- What you are asked to do -
Give an exact copy of the lines of the records below, starting at the line containing "Serialize what can" and running to the end.

[Dataset entries]
--
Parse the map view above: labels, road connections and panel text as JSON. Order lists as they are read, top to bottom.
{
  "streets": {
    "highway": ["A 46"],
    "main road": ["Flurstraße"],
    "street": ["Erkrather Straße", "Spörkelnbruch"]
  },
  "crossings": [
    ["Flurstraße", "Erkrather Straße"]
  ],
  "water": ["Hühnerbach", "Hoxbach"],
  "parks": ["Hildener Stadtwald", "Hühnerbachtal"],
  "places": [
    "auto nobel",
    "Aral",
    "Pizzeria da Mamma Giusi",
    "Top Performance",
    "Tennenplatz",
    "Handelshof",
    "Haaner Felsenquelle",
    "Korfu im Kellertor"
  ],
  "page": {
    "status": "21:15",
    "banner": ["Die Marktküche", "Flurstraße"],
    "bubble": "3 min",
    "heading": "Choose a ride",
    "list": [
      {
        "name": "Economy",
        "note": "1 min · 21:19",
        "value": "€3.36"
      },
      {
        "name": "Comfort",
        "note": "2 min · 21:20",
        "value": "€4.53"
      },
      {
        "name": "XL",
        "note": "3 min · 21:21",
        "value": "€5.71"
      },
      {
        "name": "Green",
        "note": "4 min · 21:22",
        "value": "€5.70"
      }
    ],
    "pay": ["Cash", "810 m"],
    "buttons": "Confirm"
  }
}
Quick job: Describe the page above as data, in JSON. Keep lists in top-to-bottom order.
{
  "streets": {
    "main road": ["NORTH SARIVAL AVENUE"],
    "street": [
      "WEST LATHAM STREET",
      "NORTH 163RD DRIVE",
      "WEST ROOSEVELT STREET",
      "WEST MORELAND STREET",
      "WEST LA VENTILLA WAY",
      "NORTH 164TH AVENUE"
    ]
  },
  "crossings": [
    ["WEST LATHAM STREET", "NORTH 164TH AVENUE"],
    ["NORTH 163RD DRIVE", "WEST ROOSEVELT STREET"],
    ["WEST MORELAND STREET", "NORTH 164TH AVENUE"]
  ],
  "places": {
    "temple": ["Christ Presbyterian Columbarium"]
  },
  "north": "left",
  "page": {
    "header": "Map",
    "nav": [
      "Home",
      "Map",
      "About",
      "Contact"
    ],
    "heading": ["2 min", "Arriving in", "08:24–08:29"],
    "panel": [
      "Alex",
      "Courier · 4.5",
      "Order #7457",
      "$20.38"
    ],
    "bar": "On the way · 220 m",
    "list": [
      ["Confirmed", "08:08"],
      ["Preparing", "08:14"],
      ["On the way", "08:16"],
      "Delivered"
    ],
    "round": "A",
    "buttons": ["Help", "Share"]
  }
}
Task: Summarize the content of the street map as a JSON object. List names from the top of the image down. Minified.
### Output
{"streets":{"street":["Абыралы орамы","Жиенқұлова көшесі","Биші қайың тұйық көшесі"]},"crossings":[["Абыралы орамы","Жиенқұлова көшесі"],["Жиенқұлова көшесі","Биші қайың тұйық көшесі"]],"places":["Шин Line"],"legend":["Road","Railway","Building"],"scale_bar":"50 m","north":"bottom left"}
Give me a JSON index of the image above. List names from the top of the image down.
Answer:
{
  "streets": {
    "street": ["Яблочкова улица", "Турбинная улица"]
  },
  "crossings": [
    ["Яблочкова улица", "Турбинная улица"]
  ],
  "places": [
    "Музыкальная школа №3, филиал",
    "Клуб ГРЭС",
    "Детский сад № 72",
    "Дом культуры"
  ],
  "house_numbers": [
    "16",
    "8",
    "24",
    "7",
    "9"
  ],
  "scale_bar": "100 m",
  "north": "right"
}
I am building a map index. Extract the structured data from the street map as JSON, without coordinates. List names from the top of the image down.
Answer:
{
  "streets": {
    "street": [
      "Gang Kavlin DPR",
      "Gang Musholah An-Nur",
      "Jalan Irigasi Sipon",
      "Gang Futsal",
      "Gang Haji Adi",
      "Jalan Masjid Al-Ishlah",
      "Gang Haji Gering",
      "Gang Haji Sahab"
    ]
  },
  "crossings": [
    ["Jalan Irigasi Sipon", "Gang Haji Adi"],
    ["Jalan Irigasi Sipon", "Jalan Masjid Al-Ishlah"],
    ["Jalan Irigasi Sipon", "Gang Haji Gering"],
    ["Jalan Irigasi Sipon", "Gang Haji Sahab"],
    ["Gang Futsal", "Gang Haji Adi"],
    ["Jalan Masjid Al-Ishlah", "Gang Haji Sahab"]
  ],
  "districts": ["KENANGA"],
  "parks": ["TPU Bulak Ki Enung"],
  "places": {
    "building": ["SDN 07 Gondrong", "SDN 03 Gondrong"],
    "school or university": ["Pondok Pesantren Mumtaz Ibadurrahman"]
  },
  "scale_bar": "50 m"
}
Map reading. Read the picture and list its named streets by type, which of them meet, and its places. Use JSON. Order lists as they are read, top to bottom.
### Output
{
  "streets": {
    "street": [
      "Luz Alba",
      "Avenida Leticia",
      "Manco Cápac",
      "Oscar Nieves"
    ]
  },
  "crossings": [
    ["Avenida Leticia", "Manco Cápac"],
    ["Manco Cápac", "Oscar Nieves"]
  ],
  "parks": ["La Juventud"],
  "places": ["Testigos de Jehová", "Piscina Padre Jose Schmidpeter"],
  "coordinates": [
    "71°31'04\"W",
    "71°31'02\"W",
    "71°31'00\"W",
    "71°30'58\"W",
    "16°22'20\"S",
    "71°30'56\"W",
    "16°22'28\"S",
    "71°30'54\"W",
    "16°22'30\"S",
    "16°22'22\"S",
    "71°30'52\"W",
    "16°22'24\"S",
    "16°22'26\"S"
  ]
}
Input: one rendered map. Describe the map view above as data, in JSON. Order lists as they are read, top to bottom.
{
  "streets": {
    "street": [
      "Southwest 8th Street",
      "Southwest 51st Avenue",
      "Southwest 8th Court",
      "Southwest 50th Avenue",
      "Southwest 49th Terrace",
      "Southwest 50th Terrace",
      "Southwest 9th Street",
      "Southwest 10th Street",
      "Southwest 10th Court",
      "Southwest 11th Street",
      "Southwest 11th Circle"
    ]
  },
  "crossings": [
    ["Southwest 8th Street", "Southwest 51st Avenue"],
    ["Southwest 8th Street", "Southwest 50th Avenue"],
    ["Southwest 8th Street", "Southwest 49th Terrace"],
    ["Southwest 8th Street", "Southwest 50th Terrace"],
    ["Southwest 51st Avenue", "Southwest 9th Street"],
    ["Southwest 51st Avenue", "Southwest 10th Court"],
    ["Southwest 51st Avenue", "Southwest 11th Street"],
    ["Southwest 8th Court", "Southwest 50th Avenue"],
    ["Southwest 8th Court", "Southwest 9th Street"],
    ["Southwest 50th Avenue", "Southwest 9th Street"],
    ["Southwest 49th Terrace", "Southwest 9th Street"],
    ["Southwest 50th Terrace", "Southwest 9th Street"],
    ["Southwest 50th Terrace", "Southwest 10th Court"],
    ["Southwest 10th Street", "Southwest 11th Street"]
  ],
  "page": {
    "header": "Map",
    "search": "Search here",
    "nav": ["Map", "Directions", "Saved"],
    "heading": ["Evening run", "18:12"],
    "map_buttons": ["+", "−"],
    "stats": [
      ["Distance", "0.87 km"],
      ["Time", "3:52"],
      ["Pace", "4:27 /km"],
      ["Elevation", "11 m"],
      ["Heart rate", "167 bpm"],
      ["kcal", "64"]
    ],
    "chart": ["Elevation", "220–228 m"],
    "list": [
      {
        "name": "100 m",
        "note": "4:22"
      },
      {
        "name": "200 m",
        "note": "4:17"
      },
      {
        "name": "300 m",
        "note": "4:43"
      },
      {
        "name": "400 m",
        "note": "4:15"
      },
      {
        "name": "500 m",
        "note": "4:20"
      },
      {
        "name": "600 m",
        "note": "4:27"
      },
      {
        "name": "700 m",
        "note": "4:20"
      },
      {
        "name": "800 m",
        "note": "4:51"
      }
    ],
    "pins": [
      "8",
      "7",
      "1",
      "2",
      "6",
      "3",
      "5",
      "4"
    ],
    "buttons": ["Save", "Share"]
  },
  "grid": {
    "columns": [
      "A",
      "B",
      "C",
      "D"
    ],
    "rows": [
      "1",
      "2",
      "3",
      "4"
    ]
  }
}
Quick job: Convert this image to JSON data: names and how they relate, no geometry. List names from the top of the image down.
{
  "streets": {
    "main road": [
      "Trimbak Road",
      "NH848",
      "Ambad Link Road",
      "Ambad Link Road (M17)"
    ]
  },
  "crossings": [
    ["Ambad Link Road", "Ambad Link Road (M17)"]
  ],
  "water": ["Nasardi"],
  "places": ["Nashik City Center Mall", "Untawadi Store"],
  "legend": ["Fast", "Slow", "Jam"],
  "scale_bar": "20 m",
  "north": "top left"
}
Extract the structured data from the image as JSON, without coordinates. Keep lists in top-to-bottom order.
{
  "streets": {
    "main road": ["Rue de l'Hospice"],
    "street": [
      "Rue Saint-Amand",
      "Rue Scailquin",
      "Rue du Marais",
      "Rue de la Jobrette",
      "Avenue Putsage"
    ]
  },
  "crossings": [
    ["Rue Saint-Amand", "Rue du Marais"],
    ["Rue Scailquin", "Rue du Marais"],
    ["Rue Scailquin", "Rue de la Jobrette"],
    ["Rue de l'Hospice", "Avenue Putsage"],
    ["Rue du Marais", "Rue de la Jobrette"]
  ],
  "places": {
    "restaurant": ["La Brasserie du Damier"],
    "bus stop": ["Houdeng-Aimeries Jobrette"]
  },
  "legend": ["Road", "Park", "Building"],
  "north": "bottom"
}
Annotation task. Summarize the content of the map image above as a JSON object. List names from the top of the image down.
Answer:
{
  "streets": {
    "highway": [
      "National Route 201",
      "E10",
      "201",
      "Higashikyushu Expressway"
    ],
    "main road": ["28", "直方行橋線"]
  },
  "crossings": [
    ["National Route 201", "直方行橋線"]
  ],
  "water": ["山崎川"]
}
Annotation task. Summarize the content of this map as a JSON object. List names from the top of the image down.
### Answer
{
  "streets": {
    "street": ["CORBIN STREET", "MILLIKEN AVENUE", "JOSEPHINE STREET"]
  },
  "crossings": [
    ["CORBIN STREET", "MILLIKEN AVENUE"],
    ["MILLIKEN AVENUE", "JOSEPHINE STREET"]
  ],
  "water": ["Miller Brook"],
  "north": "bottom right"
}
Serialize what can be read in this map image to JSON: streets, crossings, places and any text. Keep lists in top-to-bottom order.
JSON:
--
- The answer -
Serialize what can be read in this map image to JSON: streets, crossings, places and any text. Keep lists in top-to-bottom order.
JSON:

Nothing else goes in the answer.